Cell Processor Powerful
It’s looking like the Cell processor is quite a powerful one, powering the PS3 to the top. IBM’s Alex Chow gave a presentation about the Cell at the Power.org conference in Barcelona.
For the large FFT test, an algorithm designed by David H. Bailey in 1986 for communication between supercomputer banks was used as the starting point, since the model fit especially well with what the IBM team was trying to accomplish. Tasked with working through a 16.7 million (2^24) element data set filling 128 MB of memory, the program designed by Dr. Chow and his team worked by breaking the data set down into ‘mega-blocks,’ allowing the SPE’s to process 2^13 (256×32) points per iteration. The end result being that for the large FFT test, the Cell working with it’s 8 SPE’s was able to achieve a FLOPS rating of ~42 GFLOPS to the Xeon’s half-a-GFLOPS. Dr. Chow went on to state that in the proper environments, Cell should be able to approach it’s theoretical performance limit.
Now this is for highly optimized code that suites the Cell well. But the numbers are still impressive. But how easy will it be to program the Cell?

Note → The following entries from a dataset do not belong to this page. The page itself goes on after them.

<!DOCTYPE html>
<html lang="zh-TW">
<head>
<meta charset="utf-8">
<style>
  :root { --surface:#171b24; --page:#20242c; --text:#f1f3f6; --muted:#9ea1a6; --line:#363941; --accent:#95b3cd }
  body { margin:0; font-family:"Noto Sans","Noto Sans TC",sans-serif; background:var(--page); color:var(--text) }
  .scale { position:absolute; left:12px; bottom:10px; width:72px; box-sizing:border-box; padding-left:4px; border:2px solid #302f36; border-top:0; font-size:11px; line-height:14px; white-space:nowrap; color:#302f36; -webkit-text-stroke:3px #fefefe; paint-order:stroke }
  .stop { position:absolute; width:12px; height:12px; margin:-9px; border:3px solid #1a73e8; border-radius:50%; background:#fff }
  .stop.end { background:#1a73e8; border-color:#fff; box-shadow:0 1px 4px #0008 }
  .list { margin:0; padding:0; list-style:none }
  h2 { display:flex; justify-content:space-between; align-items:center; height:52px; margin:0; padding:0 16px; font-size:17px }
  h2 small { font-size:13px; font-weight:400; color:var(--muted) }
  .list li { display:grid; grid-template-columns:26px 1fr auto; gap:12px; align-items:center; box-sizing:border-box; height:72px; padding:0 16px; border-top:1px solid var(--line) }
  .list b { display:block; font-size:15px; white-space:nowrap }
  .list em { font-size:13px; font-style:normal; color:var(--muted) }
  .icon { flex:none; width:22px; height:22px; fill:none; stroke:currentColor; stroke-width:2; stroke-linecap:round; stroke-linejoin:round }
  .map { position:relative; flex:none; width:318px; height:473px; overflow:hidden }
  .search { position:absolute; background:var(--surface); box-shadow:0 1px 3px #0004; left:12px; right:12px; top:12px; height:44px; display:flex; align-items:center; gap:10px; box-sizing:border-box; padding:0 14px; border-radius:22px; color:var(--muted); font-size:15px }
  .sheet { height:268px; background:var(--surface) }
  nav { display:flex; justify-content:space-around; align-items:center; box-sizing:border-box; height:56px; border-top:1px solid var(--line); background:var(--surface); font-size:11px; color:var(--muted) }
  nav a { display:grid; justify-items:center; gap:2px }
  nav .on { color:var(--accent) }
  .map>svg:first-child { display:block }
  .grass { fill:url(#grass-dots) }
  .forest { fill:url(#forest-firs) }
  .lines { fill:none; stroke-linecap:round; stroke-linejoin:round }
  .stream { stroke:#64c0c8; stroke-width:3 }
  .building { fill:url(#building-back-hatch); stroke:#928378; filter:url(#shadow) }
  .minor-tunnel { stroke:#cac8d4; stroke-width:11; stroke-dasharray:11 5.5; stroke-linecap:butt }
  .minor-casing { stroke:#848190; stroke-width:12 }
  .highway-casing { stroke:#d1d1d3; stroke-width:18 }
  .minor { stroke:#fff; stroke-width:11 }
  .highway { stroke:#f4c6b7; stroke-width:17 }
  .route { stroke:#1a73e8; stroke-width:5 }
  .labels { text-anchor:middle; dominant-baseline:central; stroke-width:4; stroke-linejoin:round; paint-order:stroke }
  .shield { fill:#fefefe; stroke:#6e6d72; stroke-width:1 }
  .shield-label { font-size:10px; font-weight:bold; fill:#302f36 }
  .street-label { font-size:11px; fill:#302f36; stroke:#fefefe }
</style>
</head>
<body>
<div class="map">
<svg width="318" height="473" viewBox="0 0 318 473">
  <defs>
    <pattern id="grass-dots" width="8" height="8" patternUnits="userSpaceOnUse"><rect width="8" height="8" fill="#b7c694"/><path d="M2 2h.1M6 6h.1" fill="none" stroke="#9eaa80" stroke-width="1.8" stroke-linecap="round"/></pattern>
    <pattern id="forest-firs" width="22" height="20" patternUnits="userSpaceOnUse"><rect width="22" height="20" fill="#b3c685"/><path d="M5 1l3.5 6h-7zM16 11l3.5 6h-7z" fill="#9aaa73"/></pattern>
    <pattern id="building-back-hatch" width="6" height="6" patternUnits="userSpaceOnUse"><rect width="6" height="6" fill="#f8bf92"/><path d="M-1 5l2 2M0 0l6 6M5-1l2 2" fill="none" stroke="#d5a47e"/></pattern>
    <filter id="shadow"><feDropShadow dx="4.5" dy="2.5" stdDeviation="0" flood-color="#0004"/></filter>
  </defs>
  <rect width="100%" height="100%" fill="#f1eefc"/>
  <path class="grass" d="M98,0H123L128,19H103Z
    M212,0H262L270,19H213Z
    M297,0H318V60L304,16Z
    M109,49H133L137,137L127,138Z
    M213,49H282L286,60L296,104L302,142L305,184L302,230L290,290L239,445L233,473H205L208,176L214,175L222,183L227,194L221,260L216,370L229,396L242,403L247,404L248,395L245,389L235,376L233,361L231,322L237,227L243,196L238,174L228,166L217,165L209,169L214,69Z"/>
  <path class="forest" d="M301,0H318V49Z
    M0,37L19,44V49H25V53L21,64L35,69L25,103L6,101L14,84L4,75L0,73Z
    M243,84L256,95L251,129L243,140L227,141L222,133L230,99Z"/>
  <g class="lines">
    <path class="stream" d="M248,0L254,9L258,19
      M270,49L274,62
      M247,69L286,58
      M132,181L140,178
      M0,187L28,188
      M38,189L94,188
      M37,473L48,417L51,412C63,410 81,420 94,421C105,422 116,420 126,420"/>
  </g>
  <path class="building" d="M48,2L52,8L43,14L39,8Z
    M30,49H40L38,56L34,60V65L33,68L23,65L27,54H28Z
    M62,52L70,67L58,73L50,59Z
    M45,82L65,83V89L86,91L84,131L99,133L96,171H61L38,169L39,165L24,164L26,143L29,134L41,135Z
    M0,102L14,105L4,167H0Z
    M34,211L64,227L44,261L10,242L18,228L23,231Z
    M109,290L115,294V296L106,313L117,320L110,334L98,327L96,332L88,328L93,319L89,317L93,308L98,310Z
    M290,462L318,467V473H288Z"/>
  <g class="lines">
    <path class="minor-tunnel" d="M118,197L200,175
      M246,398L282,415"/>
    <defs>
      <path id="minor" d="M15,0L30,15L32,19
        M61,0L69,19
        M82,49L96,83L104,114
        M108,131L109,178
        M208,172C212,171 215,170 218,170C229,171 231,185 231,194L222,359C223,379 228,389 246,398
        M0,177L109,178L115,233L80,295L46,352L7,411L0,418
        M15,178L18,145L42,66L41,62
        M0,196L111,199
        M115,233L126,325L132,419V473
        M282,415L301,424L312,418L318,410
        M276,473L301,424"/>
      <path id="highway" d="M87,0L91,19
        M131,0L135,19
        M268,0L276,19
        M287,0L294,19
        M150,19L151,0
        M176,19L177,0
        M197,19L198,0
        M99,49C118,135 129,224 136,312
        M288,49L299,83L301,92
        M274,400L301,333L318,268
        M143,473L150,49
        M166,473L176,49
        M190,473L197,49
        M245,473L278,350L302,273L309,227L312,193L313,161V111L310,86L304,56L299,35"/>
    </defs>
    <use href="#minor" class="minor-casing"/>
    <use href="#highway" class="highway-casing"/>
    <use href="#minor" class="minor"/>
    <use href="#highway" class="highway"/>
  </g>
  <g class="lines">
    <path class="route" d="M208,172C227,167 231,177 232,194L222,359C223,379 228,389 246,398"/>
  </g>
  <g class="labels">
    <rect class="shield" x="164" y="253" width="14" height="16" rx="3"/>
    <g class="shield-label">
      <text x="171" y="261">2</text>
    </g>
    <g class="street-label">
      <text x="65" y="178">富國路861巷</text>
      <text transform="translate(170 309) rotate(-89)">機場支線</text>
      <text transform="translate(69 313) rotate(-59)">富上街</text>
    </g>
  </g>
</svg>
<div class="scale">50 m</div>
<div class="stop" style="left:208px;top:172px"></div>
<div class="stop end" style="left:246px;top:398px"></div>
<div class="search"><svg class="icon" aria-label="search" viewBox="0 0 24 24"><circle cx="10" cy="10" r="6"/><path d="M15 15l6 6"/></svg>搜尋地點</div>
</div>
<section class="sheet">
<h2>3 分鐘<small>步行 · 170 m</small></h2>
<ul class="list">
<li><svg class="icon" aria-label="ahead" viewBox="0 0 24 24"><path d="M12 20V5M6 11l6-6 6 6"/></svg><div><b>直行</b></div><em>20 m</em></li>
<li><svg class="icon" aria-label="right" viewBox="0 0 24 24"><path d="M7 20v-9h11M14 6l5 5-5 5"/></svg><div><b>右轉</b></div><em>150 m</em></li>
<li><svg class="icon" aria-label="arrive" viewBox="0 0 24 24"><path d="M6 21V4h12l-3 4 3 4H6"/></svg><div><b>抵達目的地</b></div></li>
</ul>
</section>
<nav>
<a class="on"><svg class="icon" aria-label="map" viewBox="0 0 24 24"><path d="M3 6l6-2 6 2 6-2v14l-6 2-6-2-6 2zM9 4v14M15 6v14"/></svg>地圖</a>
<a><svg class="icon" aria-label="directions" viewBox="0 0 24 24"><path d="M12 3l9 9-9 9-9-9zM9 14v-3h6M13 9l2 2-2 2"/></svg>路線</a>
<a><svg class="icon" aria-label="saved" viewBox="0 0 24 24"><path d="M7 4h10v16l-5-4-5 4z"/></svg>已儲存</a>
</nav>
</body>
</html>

Lastly, a member from the audience asked how difficult Chow felt it would be to program for Cell, something that has been discussed extensively around the Internet, especially as it applies to Sony’s upcoming Playstation 3. The answer Dr. Chow gave was in the form of an analogy, stating that when programming for Cell, it might be best to approach it in the same fashion as one might approach dividing a workload between nine seperate workstations, with each of the workstations in the analogy representing an SPE (plus PE). What he was trying to emphasize was that in as much as a task could be threaded or seperated to run on different CPU’s, so too could it be divided to run on the SPE’s. The audience member felt his question was misunderstood though, and revised it to ask specifically what tools IBM might be able to provide to programmers interested in programming for Cell but feeling daunted by the task. During the course of Chow’s response he revealed that a compiler is currently in the prototyping stages at IBM that would dynamically chop-up code and thread it such that it would automatically make use of the SPE’s. One has to wonder just how efficient such a compiler can be, but it will come as a much welcomed tool for developers should the project see fruition.